Moments of confusion are always the best time to slip away, when no one will notice. We wonder how many American investors are actively getting out of the dollar while the getting is good (or at least not a panic).
There’s been an earthquake in Chile. Chile is the world’s largest producer of copper. Copper prices jumped 6.1% in New York, the most in 16 months. Markets react (or over-react) quickly these days.
Power to Chile’s copper producing region was cut according to early reports from Bloomberg. A supply disruption would result, you’d think. What’s copper being doing lately? “Copper, which generally moves in line with economic expansion, had fallen 11 percent this month before today on concern a slowdown in the US would damp global growth,” reports Bloomberg.

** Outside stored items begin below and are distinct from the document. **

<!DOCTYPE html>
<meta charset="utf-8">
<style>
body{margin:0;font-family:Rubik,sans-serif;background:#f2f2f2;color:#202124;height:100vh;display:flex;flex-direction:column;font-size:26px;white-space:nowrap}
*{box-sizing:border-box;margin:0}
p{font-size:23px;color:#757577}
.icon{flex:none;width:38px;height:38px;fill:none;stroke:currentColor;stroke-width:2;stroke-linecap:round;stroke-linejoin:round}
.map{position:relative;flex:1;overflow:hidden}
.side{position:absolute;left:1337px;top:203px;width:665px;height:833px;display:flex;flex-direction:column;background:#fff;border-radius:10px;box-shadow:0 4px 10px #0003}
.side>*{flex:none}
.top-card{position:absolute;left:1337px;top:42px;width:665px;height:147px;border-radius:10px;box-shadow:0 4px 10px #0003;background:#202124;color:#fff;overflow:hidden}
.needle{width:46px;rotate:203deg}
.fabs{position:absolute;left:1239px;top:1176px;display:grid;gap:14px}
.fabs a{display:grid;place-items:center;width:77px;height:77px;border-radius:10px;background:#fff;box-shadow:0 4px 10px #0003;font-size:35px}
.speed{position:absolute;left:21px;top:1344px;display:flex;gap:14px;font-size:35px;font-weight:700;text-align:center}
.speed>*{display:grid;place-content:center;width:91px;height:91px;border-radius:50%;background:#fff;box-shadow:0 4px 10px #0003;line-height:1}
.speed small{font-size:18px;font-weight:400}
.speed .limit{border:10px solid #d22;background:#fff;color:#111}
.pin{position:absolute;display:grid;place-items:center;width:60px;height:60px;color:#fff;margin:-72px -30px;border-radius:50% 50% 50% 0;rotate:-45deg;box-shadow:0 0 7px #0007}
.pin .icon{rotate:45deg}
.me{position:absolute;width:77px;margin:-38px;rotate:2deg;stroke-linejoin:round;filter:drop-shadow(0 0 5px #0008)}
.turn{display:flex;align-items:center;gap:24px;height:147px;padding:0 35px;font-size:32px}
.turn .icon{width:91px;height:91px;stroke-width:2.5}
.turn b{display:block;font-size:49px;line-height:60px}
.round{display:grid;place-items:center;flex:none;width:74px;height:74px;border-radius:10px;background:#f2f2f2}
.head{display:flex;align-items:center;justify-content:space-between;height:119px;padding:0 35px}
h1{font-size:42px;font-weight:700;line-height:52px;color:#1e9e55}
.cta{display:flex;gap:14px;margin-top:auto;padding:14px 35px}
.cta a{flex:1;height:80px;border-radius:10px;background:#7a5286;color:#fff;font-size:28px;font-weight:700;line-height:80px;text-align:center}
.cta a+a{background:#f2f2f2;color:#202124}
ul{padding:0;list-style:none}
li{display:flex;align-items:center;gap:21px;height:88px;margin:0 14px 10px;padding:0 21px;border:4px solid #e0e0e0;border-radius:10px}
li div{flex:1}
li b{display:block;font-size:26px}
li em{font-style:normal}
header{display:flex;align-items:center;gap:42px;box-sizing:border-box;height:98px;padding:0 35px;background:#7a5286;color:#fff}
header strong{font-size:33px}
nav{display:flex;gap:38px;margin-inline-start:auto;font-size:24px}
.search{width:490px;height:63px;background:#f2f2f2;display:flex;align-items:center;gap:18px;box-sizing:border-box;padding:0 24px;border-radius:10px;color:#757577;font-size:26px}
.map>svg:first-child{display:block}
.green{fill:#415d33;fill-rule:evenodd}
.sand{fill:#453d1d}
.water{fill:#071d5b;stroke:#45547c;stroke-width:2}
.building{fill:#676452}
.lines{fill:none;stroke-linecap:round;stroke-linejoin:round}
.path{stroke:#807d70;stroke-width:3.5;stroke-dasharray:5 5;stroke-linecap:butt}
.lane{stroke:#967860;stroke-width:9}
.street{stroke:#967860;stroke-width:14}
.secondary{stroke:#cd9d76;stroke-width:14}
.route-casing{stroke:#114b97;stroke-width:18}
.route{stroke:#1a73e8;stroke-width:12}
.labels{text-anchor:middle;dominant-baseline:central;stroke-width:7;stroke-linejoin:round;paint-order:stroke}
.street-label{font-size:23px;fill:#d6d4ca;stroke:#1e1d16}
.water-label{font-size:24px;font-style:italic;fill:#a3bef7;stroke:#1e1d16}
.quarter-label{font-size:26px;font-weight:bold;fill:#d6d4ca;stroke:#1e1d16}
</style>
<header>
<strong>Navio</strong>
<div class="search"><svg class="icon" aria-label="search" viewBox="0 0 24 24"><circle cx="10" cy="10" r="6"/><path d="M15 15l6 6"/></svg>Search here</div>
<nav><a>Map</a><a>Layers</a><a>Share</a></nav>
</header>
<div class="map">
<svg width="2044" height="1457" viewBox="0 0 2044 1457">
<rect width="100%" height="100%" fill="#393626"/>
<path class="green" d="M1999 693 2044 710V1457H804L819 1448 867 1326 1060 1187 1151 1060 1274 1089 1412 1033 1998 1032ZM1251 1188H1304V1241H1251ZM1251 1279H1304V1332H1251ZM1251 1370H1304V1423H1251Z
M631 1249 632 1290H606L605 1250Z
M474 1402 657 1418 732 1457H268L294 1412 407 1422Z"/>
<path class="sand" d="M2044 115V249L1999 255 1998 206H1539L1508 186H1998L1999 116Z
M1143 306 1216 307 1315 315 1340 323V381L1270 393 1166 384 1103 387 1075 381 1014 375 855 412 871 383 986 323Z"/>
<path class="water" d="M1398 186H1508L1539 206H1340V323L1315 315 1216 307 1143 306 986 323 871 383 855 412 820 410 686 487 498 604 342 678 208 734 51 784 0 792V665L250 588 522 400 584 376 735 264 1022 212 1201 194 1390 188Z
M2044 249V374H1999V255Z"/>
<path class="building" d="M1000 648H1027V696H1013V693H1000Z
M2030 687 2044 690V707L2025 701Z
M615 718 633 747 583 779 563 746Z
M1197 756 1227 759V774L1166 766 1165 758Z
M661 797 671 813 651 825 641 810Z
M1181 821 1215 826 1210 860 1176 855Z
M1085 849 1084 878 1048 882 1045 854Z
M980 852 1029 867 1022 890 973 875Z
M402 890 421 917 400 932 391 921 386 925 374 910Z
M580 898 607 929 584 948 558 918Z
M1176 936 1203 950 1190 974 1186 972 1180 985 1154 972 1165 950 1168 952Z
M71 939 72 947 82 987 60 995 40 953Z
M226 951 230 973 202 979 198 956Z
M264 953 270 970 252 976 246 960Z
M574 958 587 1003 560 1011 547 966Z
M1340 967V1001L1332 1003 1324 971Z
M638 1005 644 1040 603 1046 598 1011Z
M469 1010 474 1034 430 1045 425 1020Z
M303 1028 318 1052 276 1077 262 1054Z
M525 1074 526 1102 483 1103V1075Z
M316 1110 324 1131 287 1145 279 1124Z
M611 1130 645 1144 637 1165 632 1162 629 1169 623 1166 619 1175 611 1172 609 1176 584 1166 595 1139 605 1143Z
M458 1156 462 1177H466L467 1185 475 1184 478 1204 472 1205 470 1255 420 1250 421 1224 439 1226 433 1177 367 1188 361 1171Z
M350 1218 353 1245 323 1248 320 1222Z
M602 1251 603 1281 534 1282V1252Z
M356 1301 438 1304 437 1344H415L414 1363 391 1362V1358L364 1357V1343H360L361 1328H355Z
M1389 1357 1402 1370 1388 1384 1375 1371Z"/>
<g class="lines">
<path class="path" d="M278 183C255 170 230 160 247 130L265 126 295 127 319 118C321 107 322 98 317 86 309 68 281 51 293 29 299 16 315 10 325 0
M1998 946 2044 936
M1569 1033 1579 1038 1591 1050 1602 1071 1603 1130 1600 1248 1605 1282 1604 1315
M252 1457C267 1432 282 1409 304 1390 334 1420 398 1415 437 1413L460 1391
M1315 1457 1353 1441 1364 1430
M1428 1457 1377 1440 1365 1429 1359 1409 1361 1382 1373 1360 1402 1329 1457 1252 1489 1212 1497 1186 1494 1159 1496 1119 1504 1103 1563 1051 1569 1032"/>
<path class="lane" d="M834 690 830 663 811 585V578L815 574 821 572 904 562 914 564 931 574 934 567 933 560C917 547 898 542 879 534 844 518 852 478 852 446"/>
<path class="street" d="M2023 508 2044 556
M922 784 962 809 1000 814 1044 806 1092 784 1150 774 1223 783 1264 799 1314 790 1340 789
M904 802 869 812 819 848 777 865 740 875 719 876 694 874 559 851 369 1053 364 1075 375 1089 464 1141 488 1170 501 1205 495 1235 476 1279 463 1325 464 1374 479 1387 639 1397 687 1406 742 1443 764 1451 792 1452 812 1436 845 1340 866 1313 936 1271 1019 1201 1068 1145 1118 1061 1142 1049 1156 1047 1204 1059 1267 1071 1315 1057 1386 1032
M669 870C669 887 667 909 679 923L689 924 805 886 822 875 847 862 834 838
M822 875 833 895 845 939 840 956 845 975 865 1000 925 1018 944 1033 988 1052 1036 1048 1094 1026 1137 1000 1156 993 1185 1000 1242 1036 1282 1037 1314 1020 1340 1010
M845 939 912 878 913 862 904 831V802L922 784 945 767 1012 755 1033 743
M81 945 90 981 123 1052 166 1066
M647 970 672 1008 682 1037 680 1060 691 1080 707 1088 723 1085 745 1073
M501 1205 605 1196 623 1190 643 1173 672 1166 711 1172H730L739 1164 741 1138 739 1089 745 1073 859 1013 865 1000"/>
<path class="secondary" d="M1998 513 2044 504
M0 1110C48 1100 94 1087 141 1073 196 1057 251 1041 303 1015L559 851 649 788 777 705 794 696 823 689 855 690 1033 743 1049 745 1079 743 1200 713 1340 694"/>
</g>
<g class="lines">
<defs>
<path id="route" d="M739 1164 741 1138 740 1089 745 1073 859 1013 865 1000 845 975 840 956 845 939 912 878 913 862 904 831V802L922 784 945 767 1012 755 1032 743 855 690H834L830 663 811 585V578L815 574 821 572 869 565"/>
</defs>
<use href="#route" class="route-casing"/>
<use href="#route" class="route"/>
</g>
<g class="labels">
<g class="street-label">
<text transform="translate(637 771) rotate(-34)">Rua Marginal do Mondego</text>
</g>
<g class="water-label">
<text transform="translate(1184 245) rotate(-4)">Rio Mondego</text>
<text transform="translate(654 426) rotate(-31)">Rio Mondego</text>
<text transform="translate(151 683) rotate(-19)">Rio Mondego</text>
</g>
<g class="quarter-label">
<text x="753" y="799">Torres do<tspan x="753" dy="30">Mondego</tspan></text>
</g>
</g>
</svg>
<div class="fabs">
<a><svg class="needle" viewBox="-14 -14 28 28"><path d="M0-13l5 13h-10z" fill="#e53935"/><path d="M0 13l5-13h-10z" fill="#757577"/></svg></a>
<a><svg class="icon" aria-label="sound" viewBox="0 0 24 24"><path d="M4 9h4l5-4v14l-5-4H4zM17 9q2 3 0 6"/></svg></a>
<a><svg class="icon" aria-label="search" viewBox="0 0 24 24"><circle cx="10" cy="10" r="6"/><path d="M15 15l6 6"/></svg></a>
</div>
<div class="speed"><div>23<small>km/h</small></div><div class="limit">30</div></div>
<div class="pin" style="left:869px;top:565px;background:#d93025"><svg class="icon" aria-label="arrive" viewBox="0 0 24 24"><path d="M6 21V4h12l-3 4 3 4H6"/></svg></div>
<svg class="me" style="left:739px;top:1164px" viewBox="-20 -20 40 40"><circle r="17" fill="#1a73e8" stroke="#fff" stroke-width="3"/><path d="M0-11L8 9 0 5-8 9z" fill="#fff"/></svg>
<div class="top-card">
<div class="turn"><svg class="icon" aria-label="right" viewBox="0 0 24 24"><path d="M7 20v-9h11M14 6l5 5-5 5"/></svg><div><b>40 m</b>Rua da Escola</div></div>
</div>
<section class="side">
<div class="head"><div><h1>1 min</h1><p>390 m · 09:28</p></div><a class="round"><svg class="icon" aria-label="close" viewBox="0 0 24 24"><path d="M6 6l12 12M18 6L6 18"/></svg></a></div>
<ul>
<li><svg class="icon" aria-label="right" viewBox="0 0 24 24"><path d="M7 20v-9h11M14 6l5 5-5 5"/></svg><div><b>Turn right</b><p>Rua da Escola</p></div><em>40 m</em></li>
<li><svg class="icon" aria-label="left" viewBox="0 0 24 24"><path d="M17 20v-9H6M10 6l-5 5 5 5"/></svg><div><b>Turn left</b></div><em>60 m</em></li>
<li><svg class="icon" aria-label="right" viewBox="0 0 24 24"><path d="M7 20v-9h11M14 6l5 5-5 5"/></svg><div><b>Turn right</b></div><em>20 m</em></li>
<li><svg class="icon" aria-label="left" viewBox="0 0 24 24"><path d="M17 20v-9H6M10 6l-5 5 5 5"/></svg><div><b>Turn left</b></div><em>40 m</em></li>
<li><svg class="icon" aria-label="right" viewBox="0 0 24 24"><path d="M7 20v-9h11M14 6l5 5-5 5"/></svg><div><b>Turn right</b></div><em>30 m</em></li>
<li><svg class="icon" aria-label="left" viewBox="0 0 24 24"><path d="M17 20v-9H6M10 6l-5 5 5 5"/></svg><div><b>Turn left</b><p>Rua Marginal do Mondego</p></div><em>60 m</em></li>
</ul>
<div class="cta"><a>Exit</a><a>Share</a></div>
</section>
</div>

OPEC meets in Riyadh this week. But it’s not just any meeting. It’s OPEC’s third-ever summit—which suggests it’s the kind of meeting that might produce a fundamental shift in OPEC’s policies. Or not. So what will happen?
“There is a very heavy tension quietly underlying the summit,” reports David Ebner at The Globe and Mail. “Saudi Arabia, the cartel’s de facto leader, is worried about shaking the global economy with US$100 a barrel oil—but it at the same time badly needs the money record crude prices are bringing to the kingdom. And there’s a sense among Saudis that they were misled for years by the Western world, which claimed the global economy would be broken by too-high oil prices.”
The world hasn’t seen high oil prices yet. It’s seen nearly US$100 oil. But that is just a pale reflection of the falling US dollar. High oil prices would be more like US$120 or US$150. As we mentioned earlier this week, consumers in Asia are largely cushioned from high oil prices with subsidies. And let’s face it, even though gasoline is US$3 per gallon in the States, it’s still cheaper than Coca Cola. Good grief.
We’ll report back on the Third Summit if we find anything interesting its 91 page guide book.